# First trot!!!



## smrobs (Jul 30, 2008)

Great job!!! She looks great and her trot looks like a dream to ride.


----------



## Jillyann (Mar 31, 2009)

Wow!! She looks awesome! Her trot looks sooo good!


----------



## EveningShadows (May 18, 2009)

Thanks! Her trot is a little choppy but I think that's just her age and my weight for the moment...hoping she'll figure out where her feet are and get a little smoother!


----------



## ChevyPrincess (Aug 27, 2009)

Great job! Is that you actually riding? What brand of helmet are you riding with?


----------



## EveningShadows (May 18, 2009)

Yes, that is me riding her...I'm not sure the brand name of the helmet I use but I'll check tonight! Why do you ask?


----------



## MacabreMikolaj (May 9, 2009)

It's a Tipperary.


----------



## ChevyPrincess (Aug 27, 2009)

I am still looking around for a good riding helmet =] Thanks Macabre


----------



## TwisterRush (Sep 8, 2009)

That was a really GOOD video  
I loved it, Im curious if you used the side reins before or if someone helped you  ? 
( i need someone to teach me to use side reins lol, dont want to risk ruining my horse)
but you are doing a great job on her ! keep us updated


----------



## EveningShadows (May 18, 2009)

This is actually the first time I'm using sidereins, but my best friend has used them on numerous horses before and is guiding me through the process!

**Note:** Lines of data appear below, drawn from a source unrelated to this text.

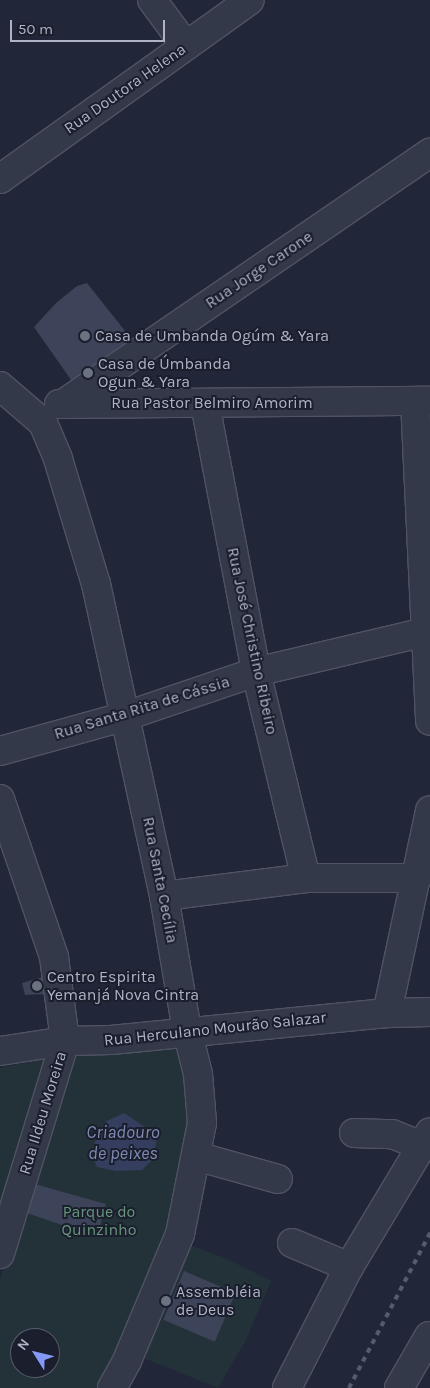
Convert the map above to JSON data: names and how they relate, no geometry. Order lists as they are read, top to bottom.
{
  "streets": {
    "street": [
      "Rua Doutora Helena",
      "Rua Jorge Carone",
      "Rua Pastor Belmiro Amorim",
      "Rua José Christino Ribeiro",
      "Rua Santa Rita de Cássia",
      "Rua Santa Cecília",
      "Rua Herculano Mourão Salazar",
      "Rua Ildeu Moreira"
    ]
  },
  "crossings": [
    ["Rua Jorge Carone", "Rua Pastor Belmiro Amorim"],
    ["Rua Pastor Belmiro Amorim", "Rua José Christino Ribeiro"],
    ["Rua Pastor Belmiro Amorim", "Rua Santa Cecília"],
    ["Rua José Christino Ribeiro", "Rua Santa Rita de Cássia"],
    ["Rua Santa Rita de Cássia", "Rua Santa Cecília"],
    ["Rua Santa Cecília", "Rua Herculano Mourão Salazar"],
    ["Rua Herculano Mourão Salazar", "Rua Ildeu Moreira"]
  ],
  "water": ["Criadouro de peixes"],
  "parks": ["Parque do Quinzinho"],
  "places": [
    "Casa de Umbanda Ogúm & Yara",
    "Casa de Úmbanda Ogun & Yara",
    "Centro Espirita Yemanjá Nova Cintra",
    "Assembléia de Deus"
  ],
  "scale_bar": "50 m",
  "north": "top left"
}
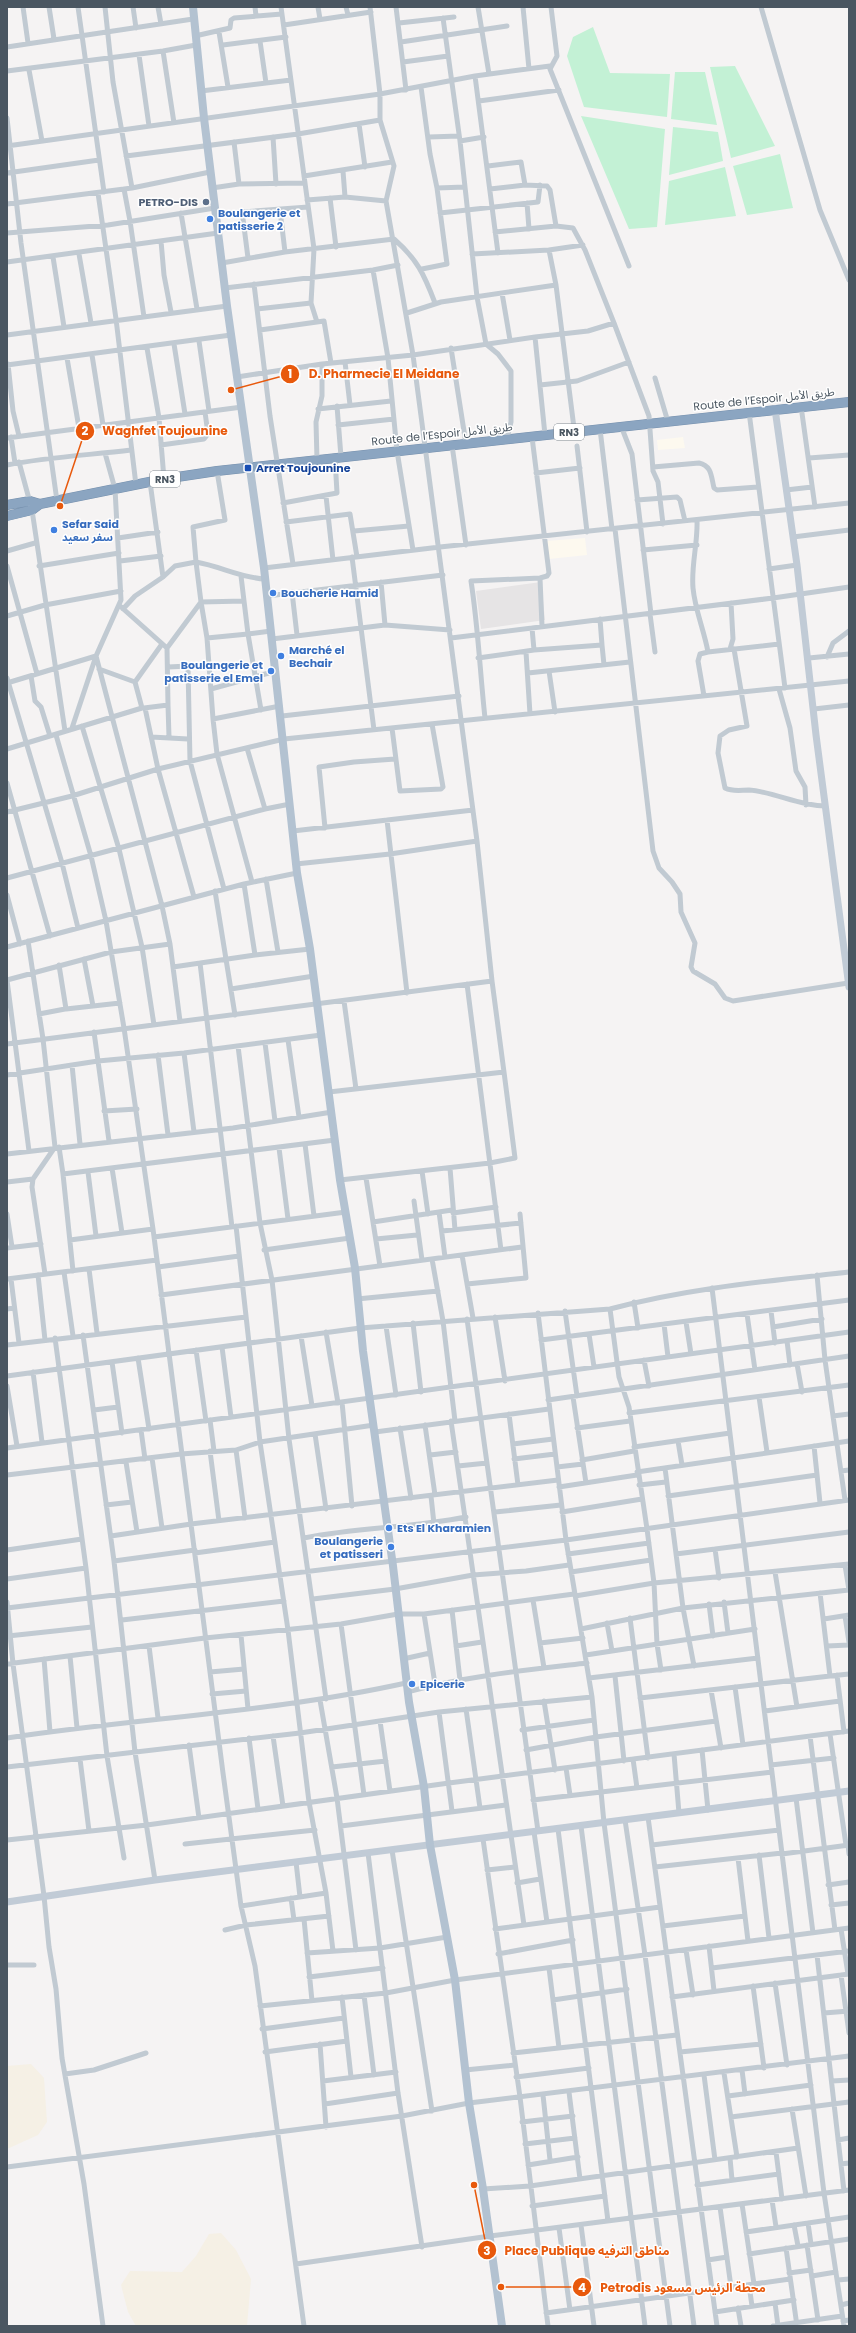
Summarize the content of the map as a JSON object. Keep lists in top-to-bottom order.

Start with them long, not even making contact so if they life their head they feel the tension. As you work with them every day or every second day, gradually increase the tightness. I was told to always have the outside one or two holes longer to allow bending in the neck...

Macabre, mind taking over explaining?


----------



## TwisterRush (Sep 8, 2009)

^ thanks


----------



## reining girl (Jan 30, 2009)

looks like she is doing great!!!


----------